Prime à la casse: une mesure injuste et génératrice de pollution

Ces derniers temps, le gouvernement distribuait des chèques de 1000 euros (puis de 500 euros) à tous ceux qui mettaient leur vieille voiture à la casse pour en racheter une neuve. Bien moins que la révoltante suppression des impôts de succession, mais bien plus que l’inexistante et très modeste taxe carbone, la prime à la casse me paraît injustice sur un plan social, puisque la mesure est financée avec l’argent des impôts de tous ; et que dans ce « tous », il y a « ceux qui ont une voiture » mais aussi « ceux qui n’ont pas de voiture ». En somme, le gouvernement impose aux écologistes, aux pauvres, aux utilisateurs de transports en commun, aux piétons, aux cyclistes et à bien d’autres de donner de l’argent aux automobilistes pour qu’ils puissent acheter une voiture neuve, et mettre leur vieille auto qui marche encore à la casse.

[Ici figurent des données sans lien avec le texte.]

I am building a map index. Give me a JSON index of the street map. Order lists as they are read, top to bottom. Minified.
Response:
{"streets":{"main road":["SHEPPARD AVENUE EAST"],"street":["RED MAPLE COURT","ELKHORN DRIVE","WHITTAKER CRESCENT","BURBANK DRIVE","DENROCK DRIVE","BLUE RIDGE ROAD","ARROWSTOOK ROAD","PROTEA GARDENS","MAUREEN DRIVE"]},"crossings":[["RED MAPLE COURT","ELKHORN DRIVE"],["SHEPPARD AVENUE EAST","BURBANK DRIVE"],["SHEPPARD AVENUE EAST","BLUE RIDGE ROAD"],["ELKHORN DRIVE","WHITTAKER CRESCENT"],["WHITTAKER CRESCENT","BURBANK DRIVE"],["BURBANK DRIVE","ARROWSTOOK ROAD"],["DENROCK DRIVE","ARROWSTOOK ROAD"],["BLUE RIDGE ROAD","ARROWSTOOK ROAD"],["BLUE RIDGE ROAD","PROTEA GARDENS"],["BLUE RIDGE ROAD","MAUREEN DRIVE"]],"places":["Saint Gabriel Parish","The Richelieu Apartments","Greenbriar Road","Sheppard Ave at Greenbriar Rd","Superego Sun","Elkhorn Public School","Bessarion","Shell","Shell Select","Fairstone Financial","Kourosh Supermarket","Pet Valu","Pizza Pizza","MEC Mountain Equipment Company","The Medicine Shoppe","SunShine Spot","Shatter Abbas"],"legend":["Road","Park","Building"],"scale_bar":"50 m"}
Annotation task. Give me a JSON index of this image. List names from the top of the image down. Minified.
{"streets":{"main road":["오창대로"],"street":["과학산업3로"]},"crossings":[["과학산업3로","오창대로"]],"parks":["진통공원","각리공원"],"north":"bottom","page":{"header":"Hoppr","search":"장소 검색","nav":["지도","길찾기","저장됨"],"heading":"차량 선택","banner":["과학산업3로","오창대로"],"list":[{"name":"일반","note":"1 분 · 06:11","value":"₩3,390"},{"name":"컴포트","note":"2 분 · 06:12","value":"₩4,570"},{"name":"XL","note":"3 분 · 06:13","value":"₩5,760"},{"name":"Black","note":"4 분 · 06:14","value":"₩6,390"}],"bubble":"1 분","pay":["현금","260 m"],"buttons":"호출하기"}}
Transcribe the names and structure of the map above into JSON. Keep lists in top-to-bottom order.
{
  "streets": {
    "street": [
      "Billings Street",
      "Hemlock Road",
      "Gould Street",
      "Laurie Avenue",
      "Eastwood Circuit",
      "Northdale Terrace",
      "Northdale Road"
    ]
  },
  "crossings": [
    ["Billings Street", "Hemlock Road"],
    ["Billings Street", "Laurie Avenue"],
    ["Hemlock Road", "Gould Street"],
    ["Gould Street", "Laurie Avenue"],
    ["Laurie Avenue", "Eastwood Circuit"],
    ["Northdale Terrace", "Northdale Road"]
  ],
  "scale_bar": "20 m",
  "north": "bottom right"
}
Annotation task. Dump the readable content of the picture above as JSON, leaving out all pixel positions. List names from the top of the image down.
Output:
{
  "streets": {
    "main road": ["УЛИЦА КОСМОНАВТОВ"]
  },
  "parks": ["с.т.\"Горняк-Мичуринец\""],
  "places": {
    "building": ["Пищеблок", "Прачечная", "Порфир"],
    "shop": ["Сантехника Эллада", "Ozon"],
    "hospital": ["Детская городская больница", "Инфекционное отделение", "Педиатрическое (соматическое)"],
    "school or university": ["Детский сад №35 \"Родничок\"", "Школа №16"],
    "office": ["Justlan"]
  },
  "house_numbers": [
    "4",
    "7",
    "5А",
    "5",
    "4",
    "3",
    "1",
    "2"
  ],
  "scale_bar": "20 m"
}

Le citoyen qui n’a pas de voiture et qui fait 30 kms de vélo dans le froid hivernal pour se rendre sur son lieu de travail paie pour celui qui va travailler en faisant 10 kms de voiture; est-ce vraiment équitable ?

 

Le but de « cette prime à la casse » est sans doute de créer de la croissance ou, autrement dit, de relancer l’économie du court terme au dépend de l’équilibre environnemental du long terme. Il paraîtrait que pour ne pas sombrer dans la misère, il soit nécessaire de vendre toujours plus de voitures. Mais avec un minimum de bon sens, on peut facilement comprendre que ce qui importe dans le fonctionnement d’une société, c’est de produire ce dont nous avons besoin, de répartir le travail de production entre chacun de nous, puis de répartir équitablement les fruits de notre travail. Pas besoin de produire des choses dont nous n’avons pas besoin au nom de je ne sais quelle loi économique : ce n’est que du gâchis de ressources et d’énergies. D’ailleurs, au Royaume-Uni, suite à l’instauration d’une prime à la casse équivalente, d’immenses surfaces se sont remplies de voitures, qui pour la plupart pourraient encore rouler au moins cinq ans, et qui, malgré tout, attendent d’être détruites.

 

Pire ! En faisant des recherches sur internet, on apprend que « cette prime à la casse » n’est pas une mesure sociale, mais une mesure écologique : il s’agirait, en effet, de « la prime à la casse écologique » ! Comme si jeter à la poubelle une voiture qui marche encore, c’était bien pour l’environnement ! Le raisonnement du gouvernement est le suivant : les voitures neuves polluent moins, mettons donc les anciennes à la casse. Ne serait-il pas plus écologique de remplacer un moteur sale par un moteur propre sans changer de carrosserie, d’habitacle, de roues, de pneus ? Non ! Pour avoir les 1000 euros, au nom de l’écologie, il faut mettre à la poubelle ce qui est encore fonctionnel! N’y aurait-il pas là du Greenwashing (coup marketing destiné à nous faire croire qu’il y a du « vert » là où il n’y en pas) commandité par un lobbying automobile ? Il est assez facile de s’en convaincre en lisant l’enquête du journal Fakir. En effet, on y apprend que contrairement aux affirmations d’un fabricant, un modèle récent de voiture polluerait autant (voire même plus) que l’ancien ;  et surtout, que le fait d’acheter une voiture neuve n’est pas écologique, car la pollution induite par la fabrication d’une nouvelle voiture (et la destruction de l’ancienne) est colossale et ne peut être contrebalancée par une éventuelle économie dans le rejet kilométrique de dioxyde de carbone.

 

http://www.fakirpresse.info/articles/327/la-prime-a-la-casse-ecologique.html

http://www.lepost.fr/article/2010/04/12/2029382_l-absurdite-ecologique-en-images.html

 

(Texte: Matthieu)

8 commentaires:



  1. Et il n'y a pas que le CO2, il y a aussi tous les produits chimiques utilisés lors de la fabrication!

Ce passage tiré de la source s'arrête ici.